I’ve been at Creative Commons about six years now. I started working as an engineer, which basically meant I wrote code, deployed code, and babysat the server — there was only one then — when it got cranky. We started using Civi in 2006. Creative Commons is a 501c3, which means we have to work towards passing the IRS’s public support test: 30% of our operating budget from “the public”, in our case. In 2005 we had a rather unpleasant realization: we hadn’t done shit, and we were getting close to the end of our five year grace period. I hacked together a contribution page, wired up PayPal for donation processing, and put together a terrible looking Plone backend that allowed people in the office to enter offline checks, promised contributions, etc, and to make the all important thermometer work on the front page. And we started begging. Creative Commons is fortunate to have a generous, passionate community, and they responded to our call. After the dust had settled and we realized we were going to have to do this again, we knew we needed something better than what I could write in between other projects. It was clear that we didn’t have the resources to build something complete, and still fulfill our mission, so we started looking around. Mike Linksvayer, then our CTO, asked me if I’d used Raiser’s Edge before, and if so, what I thought of it. Raiser’s Edge had — perhaps has — the mindshare, and our development director at the time was certain Raiser’s Edge was the essential piece of technology to make the jump to the big leagues. If I recall correctly, my response is not suitable for mixed company.
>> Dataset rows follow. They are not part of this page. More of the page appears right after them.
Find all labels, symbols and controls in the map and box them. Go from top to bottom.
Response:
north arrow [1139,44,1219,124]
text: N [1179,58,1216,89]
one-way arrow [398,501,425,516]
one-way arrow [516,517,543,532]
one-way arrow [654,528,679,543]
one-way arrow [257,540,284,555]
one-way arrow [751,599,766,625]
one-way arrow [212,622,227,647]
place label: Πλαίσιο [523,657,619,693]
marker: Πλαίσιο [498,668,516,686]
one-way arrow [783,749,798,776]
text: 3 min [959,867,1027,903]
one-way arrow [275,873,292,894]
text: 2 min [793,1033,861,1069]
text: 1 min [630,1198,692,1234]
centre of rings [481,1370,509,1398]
Before working at CC, I worked for a very different kind of non-profit. Canterbury School is a private, K-12, college prep school. With small classes, dedicated teachers, and a commitment to education that includes computer programming for every student, they are they best game in private education in northeast Indiana. The faculty and staff there do an amazing job. Every year Canterbury holds an annual campaign, which raises funds to support the school operating budget. Part of my job there was supporting the development office and Raiser’s Edge. Our Raiser Edge installation had one primary user, Barbara. I am convinced Barbara is the direct descendant of the bearded UNIX sysadmin wizards. Unlike her ancestors, she does not keep mainframes online, but rather has her own special wizard-like skills: comprehensive knowledge of the Raiser’s Edge query language and interface. So you can imagine that days when Barbara called my office were not my favorite days at work. “The database is locked” “My labels template won’t print right” “The query isn’t returning data I know is in there.”
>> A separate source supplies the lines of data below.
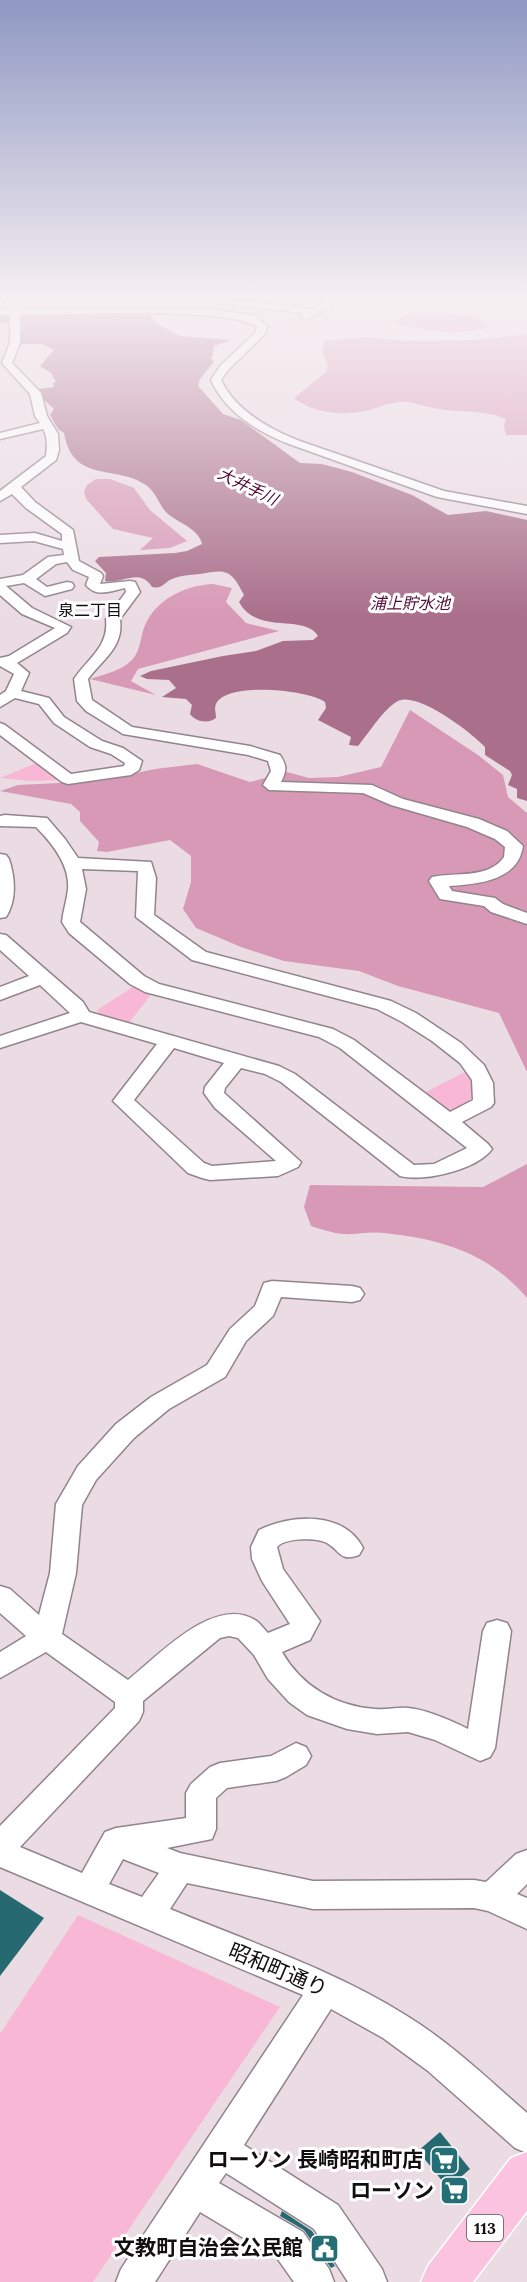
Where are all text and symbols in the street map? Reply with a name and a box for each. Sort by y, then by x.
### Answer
water label: 大井手川 [215,463,283,510]
water label: 浦上貯水池 [370,593,452,613]
district label: 泉二丁目 [58,600,122,620]
street label: 昭和町通り [225,1937,332,2002]
supermarket icon: ローソン 長崎昭和町店 [428,2144,460,2176]
place label: ローソン 長崎昭和町店 [207,2146,423,2173]
supermarket icon: ローソン [439,2175,471,2207]
place label: ローソン [350,2177,434,2204]
road number: 113 [467,2215,503,2241]
public building icon: 文教町自治会公民館 [308,2232,340,2264]
place label: 文教町自治会公民館 [114,2234,303,2261]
Now in all fairness, this was almost ten years ago, and we were running Raiser’s Edge on Sybase SQLAnywhere. But I’d also like to point out that we were paying about $3000 a year for a support contract, a contract sold with a statement along the lines of, “You want updates when they come out, don’t you?” These updates and improvements, when they did come out, were usually accompanied by new system requirements, indirect costs, and lots of time spent making sure the upgrade went correctly. And bugs fixes? What bugs?

This, my friends, is what we call a protection racket.
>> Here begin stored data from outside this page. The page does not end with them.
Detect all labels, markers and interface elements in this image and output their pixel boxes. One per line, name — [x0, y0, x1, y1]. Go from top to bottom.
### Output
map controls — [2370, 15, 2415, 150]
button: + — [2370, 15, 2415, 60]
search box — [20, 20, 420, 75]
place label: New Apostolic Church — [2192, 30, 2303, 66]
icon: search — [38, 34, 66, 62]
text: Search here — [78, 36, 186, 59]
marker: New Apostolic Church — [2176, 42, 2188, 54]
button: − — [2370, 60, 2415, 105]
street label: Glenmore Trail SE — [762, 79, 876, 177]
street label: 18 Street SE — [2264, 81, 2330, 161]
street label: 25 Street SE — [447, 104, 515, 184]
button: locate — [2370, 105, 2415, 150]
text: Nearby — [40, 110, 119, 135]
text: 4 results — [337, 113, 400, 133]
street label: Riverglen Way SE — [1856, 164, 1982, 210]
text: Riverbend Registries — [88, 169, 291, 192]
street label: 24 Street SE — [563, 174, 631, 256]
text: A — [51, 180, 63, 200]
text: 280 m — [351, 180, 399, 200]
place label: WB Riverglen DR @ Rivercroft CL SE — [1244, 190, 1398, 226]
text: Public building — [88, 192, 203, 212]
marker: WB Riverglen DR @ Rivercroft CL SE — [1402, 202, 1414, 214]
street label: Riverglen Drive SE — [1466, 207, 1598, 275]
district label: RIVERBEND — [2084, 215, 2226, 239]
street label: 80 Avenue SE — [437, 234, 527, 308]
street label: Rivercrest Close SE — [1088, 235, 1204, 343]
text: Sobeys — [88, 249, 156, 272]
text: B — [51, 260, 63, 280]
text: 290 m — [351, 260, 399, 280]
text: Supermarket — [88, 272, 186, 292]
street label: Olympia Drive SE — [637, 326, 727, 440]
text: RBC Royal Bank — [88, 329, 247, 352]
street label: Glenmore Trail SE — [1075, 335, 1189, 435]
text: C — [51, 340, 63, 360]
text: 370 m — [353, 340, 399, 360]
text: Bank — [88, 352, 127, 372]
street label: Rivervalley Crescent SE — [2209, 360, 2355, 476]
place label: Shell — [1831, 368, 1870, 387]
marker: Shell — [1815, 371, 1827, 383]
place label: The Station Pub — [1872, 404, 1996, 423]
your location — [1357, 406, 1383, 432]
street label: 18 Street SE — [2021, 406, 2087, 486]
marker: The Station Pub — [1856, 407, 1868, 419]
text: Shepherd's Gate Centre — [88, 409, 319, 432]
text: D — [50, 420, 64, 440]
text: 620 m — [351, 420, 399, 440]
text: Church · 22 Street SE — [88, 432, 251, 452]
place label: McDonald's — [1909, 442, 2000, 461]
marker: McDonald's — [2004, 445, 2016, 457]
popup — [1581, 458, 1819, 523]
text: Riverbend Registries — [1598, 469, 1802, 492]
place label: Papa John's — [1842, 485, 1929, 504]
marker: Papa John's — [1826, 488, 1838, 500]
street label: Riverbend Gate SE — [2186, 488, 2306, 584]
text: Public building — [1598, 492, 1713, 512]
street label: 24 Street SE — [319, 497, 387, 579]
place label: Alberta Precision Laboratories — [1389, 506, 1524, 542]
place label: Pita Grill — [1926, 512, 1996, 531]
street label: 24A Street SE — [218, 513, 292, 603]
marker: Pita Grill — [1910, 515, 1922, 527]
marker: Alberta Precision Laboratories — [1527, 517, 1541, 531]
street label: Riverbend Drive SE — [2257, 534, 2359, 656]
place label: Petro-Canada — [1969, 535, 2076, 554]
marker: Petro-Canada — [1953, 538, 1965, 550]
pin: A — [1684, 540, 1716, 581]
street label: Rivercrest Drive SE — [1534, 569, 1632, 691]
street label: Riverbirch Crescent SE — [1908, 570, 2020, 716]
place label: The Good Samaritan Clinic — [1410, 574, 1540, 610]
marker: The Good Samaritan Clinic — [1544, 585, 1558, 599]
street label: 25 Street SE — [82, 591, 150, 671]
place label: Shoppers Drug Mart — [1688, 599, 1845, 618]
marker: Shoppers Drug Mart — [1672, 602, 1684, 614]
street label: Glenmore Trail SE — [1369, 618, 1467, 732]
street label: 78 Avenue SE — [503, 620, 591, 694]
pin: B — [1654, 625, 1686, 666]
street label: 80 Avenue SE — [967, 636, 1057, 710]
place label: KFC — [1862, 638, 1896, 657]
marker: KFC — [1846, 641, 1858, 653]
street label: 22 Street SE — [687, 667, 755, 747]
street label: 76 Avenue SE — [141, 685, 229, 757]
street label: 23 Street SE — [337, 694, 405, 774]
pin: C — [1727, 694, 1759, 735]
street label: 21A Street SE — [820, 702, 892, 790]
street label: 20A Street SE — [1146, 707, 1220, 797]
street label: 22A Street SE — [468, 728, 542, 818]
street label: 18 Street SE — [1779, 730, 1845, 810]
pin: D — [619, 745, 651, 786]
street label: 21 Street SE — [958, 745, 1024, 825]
I also had enough experience to know that expecting to deploy a CRM package out of the box with no customization was probably unreasonable. I had worked on a CRM and ERP deployment in 2003 for an international manufacturer that took the better part of a year, and whose customization costs were almost as high as the software licensing costs. I was lucky on that project: I got to write C++ DLLs to handle custom accounting information from pricing tables. And this was a product sold on how open and customizable it was. “Look, we have an API, you can write a DLL.” Gee, thanks.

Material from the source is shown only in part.